|

The Intel Streaming SIMD
Extensions (SSE) comprise a set of extensions to the Intel x86 architecture
that is designed to greatly enhance the performance of advanced media and
communication applications. In this section the SSE integer instructions
that extend the MMX instruction set will be
closely examined. They may be very useful, as implementing them in standard
MMX code typically requires a long sequence of instructions, but the programmer
should be aware that using these instructions will restrict the market
to Pentium III-only systems, as other processors do not support SSE. An
optimal solution is writing two versions of the same routine, the first
using standard MMX code, the second SSE-enhanced, and putting a CPU detection
function that decides which one to execute: this way the program will run
on all MMX-equipped processors, but with the performance benefits of SSE
on Pentium IIIs.
Note: SSE integer instructions
are also supported on the AMD Athlon processor.
PAVGB mm, mm/m64
PAVGW mm, mm/m64 |
PAVG (Packed Average) adds the
unsigned data elements of the source operand to the unsigned data elements
of the destination register, along with a carry-in. The results of the
add are then each independently right-shifted by one bit position. The
high order bits of each element are filled with the carry bits of the corresponding
sum. PAVGB operates on packed unsigned bytes, and PAVGW operates on packed
unsigned words.
 |
PAVGB instruction with 64-bit operands:
SRC[7-0) ← (SRC[7-0) + DEST[7-0) + 1) >> 1; * temp sum before shifting is 9 bits
*
* repeat operation performed for bytes 2 through 6;
SRC[63-56) ← (SRC[63-56) + DEST[63-56) + 1) >> 1;
PAVGW instruction with 64-bit operands:
SRC[15-0) ← (SRC[15-0) + DEST[15-0) + 1) >> 1; * temp sum before shifting is 17
bits *
* repeat operation performed for words 2 and 3;
SRC[63-48) ← (SRC[63-48) + DEST[63-48) + 1) >> 1; |
PAVGB __m64_mm_avg_pu8 (__m64 a, __m64 b)

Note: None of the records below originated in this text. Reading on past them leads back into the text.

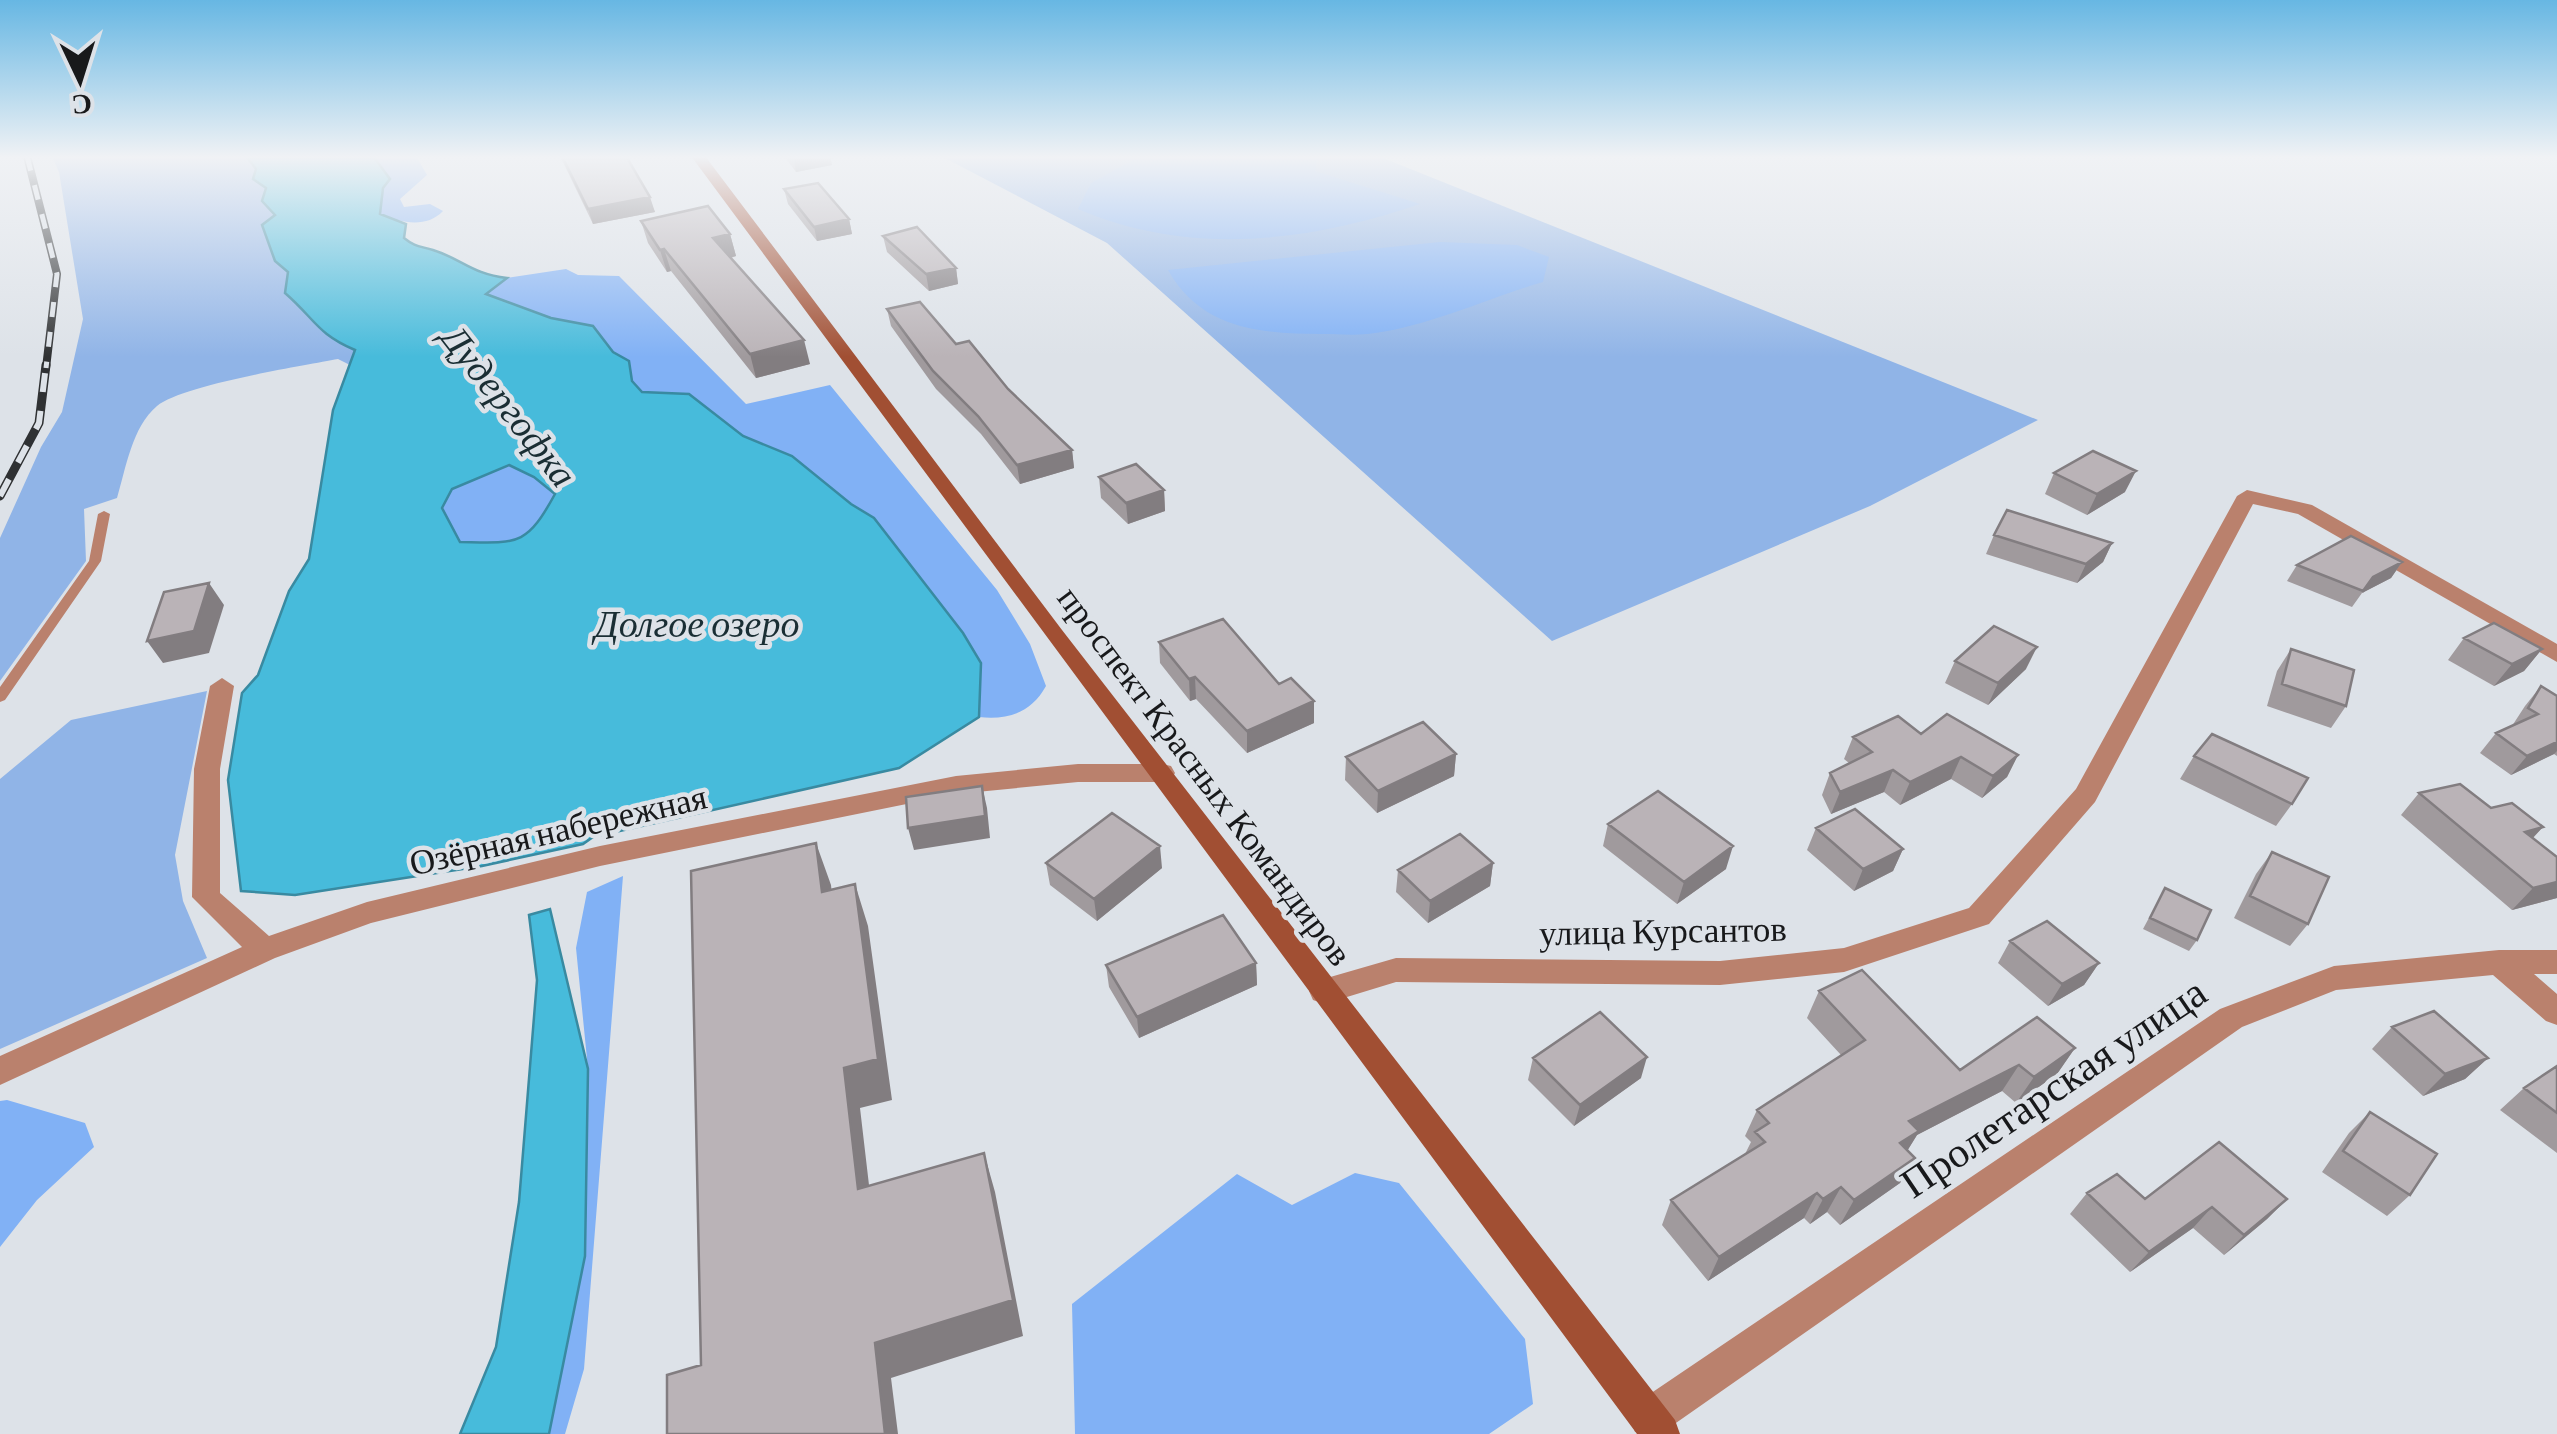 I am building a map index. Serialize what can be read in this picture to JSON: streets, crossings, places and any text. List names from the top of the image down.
{
  "streets": {
    "street": [
      "проспект Красных Командиров",
      "Озёрная набережная",
      "улица Курсантов",
      "Пролетарская улица"
    ]
  },
  "crossings": [
    ["проспект Красных Командиров", "Озёрная набережная"],
    ["проспект Красных Командиров", "улица Курсантов"],
    ["проспект Красных Командиров", "Пролетарская улица"]
  ],
  "water": ["Дудергофка", "Долгое озеро"],
  "north": "bottom"
}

PAVGW __m64_mm_avg_pu16 (__m64 a, __m64 b) |
Table look-up operations, such as the ones
found in histogram-related algorithms, have always been critical to the
performance of digital imaging. In such cases, each of the computed R,
G, and B values is used as an index into its respective color look-up table.
Such operations have been difficult to implement in MMX technology due
to the fact that the computed RGBA values would be residing in an MMX register,
which cannot be used directly for addressing. Extracting each of them into
the appropriate registers for addressing, fetching the contents from the
table, and inserting them back into MMX registers was cumbersome and harmful
to performance. SSE includes a pair of instructions (PEXTRW and PINSRW)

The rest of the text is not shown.